Ibis provides a standard way to write analytics code, that then can be run in multiple engines.
- Full coverage of SQL features: You can code in Ibis anything you can implement in a SQL SELECT
- Transparent to SQL implementation differences: Write standard code that translate to any SQL syntax
- High performance execution: Execute at the speed of your backend, not your local computer
- Integration with community data formats and tools (e.g. pandas, Parquet, Avro...)

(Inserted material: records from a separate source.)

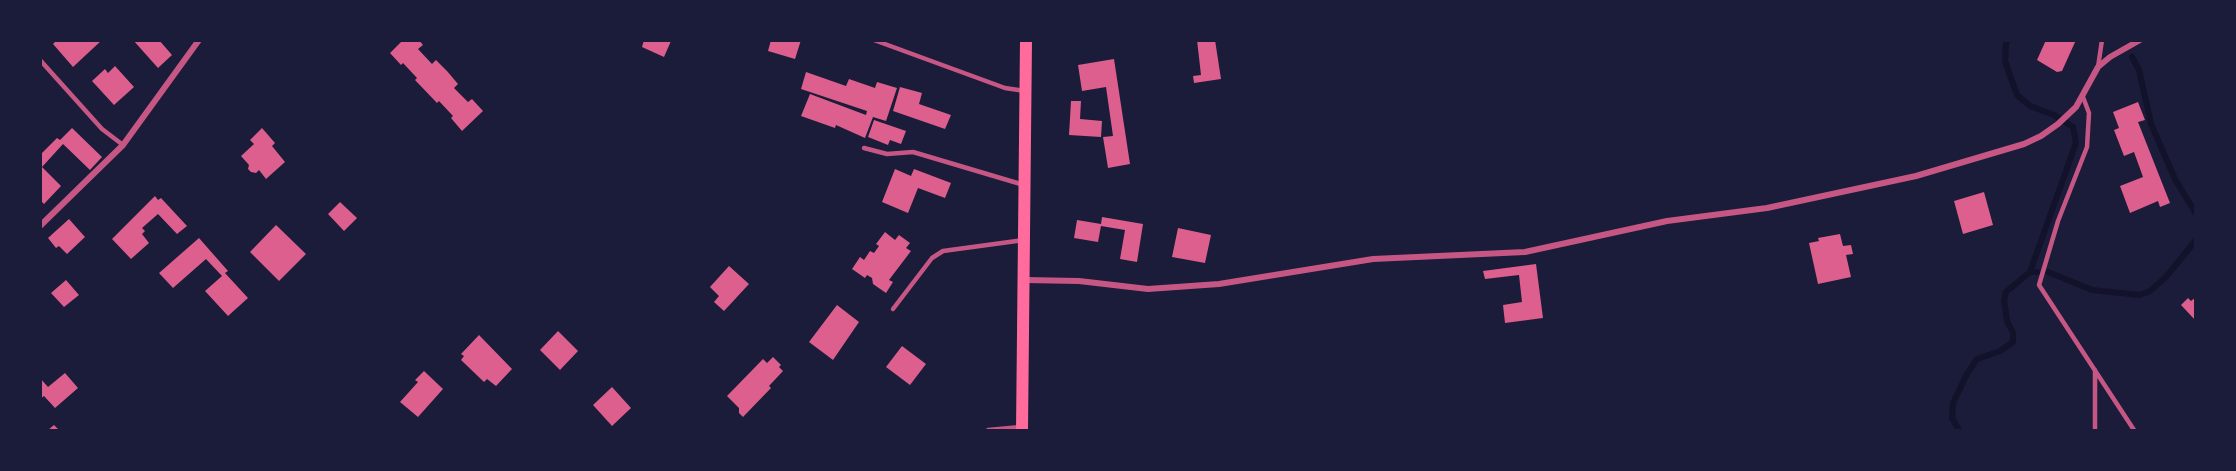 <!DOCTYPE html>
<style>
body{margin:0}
#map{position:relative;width:2236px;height:471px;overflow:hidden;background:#1b1b3a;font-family:Manrope,sans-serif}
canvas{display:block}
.frame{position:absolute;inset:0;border:42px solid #1b1b3a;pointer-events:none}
</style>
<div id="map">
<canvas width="2236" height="471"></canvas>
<div class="frame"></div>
</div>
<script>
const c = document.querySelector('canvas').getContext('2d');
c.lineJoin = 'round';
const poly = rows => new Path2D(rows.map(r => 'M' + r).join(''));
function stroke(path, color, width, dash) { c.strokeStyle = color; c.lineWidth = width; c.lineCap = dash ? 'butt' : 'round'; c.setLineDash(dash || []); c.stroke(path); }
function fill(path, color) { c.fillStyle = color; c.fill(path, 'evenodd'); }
const stream = poly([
 [2008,40,2006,44,2005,61,2017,95,2030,106,2054,115,2073,127,2076,143,2030,272],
 [2132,57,2139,70,2151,124,2175,179,2196,214],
 [2048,272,2092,290,2140,295,2150,291,2166,277,2196,240],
 [1959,430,1952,418,1953,403,1967,374,1977,359,2000,351,2013,342,2013,333,2007,321,2004,300,2006,292,2030,272,2037,272]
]);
const building = poly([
 [57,40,102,40,73,67,53,44],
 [133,40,159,40,172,55,158,68],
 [403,40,419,40,423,45,418,49,432,64,436,60,447,71,458,84,454,88,468,102,472,99,483,111,462,131,451,118,453,116,439,101,437,103,415,80,417,78,403,63,401,65,390,53],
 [644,40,669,40,671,41,664,57,642,47],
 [771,40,801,40,795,59,768,51],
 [1197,40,1215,40,1221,79,1194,83,1193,76,1201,75],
 [2046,40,2076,40,2062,71,2057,72,2037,60],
 [1114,59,1130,164,1108,168,1103,137,1113,136,1106,87,1082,91,1078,65],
 [115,66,134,87,114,105,92,81,105,69,108,73],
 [806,72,846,86,849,79,875,88,877,82,897,88,886,121,873,117,865,138,836,125,835,128,801,116,810,94,866,115,867,111,801,89],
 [900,87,922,93,919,104,951,115,945,129,893,111],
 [1071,101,1081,101,1080,119,1102,121,1101,137,1069,135],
 [2138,102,2145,120,2138,122,2170,203,2160,207,2158,201,2130,213,2120,186,2143,177,2134,152,2124,156,2114,130,2119,128,2113,112],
 [874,120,906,131,901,144,890,140,888,145,868,137],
 [72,128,102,157,90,170,63,144,42,167,61,186,44,204,40,200,40,155,57,138,60,140],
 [262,128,275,143,272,146,285,162,266,179,259,170,256,173,251,172,248,169,249,165,241,156,254,144,250,140],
 [895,169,911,176,914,169,951,183,945,198,918,188,908,213,882,202],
 [1984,192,1993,225,1963,234,1954,201],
 [155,196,158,200,161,198,187,226,177,234,158,214,142,228,145,231,142,234,149,243,131,259,112,239],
 [340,202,357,218,344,231,328,214],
 [1102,217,1143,224,1137,262,1120,259,1125,230,1101,226,1098,242,1074,238,1077,220,1101,224],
 [69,219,85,237,67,254,59,246,56,248,48,238],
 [276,225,306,254,279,281,250,252],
 [1178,228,1211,235,1205,263,1172,257],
 [885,232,895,240,899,235,910,243,906,248,911,251,889,280,893,282,886,293,873,284,872,278,867,275,865,278,852,269,860,257,864,260,870,251,874,253,879,246,876,244],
 [1840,234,1843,246,1851,245,1853,254,1846,255,1851,277,1818,284,1809,243,1819,241,1818,238],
 [199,238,228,271,225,273,248,298,228,316,205,291,222,276,206,259,173,288,159,273],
 [1536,264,1543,318,1505,323,1503,305,1522,302,1519,275,1485,279,1483,271],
 [729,266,749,284,724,311,714,302,719,296,710,287],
 [66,280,79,295,64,307,51,293],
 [2196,297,2196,321,2181,305,2188,298,2191,301],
 [837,305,859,322,833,360,809,342],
 [558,331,578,351,560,370,540,350],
 [479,335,512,369,496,386,487,379,484,382,461,360,464,356,461,354],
 [902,346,926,364,910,385,886,367],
 [773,357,781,365,779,367,783,371,769,386,771,388,743,417,739,413,739,408,727,396,763,359,767,363],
 [424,371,443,389,418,417,400,402,418,382,415,380],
 [65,373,78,388,55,408,44,396,40,399,40,378,48,387],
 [612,387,631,408,612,426,593,405],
 [54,425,59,430,48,430]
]);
const service = poly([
 [874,40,1005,88,1025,91],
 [40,60,102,129,123,145],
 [2098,67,2102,40],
 [2083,97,2089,113,2087,147,2058,221,2039,285,2134,430],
 [864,148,887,154,913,152,1024,185],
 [893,309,932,258,943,251,1024,240],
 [2095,370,2095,430],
 [988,430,1021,427]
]);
const minor = poly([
 [40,226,123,145,199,40],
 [1024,280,1079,281,1148,289,1219,284,1373,259,1525,252,1667,221,1767,208,1916,176,2024,144,2041,136,2058,124,2076,107,2098,67,2110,57,2140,40]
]);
const secondary = poly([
 [1022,430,1026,40]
]);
stroke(stream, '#12122b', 6);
fill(building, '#dd5f8e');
stroke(service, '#c65784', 4.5);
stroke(minor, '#c65784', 6);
stroke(secondary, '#ff6b9d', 12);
</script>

- Standard DBMS: PostgreSQL, MySQL, SQLite
- Hadoop based systems: Hive, Impala, Spark, PySpark, Kudu
- Other big data systems: Google BigQuery
- Analytical DBMS: ClickHouse
- GPU accelerated analytical DBMS: omniscidb
- Python dataframe libraries: pandas
The next example is all the code you need to connect to a database with a countries database, and compute the number of citizens per squared kilometer in Asia:
import ibis db = ibis.sqlite.connect('geonames.db') countries = geonames_db.table('countries') asian_countries = countries[countries['continent'] == 'AS'] density_in_asia = asian_countries['population'].sum() / asian_countries['area_km2'].sum() density_in_asia.execute()
Comparison to other tools
Why not use pandas?
pandas is great for many use cases. But pandas loads the data into the memory of the local host, and performs the computations on it.
Ibis instead, leaves the data in its storage, and performs the computations there. This means that even if your data is distributed, or it requires GPU accelarated speed, Ibis code will be able to benefit from your storage capabilities.
Why not use SQL?
SQL is widely used and very convenient when writing simple queries. But as the complexity of operations grow, SQL can become very difficult to deal with.
With Ibis, you can take fully advantage of software engineering techniques to keep your code readable and maintainable, while writing very complex analitics code.
Why not use SQLAlchemy?
SQLAlchemy is very convenient as an ORM (Object Relational Mapper), providing a Python interface to SQL databases. But SQLAlchemy is focussed on access to the data, and not to perform analytics on it. And it is mostly limited to conventional SQL databases, and doesn't support big data platforms or specialized analytical tools.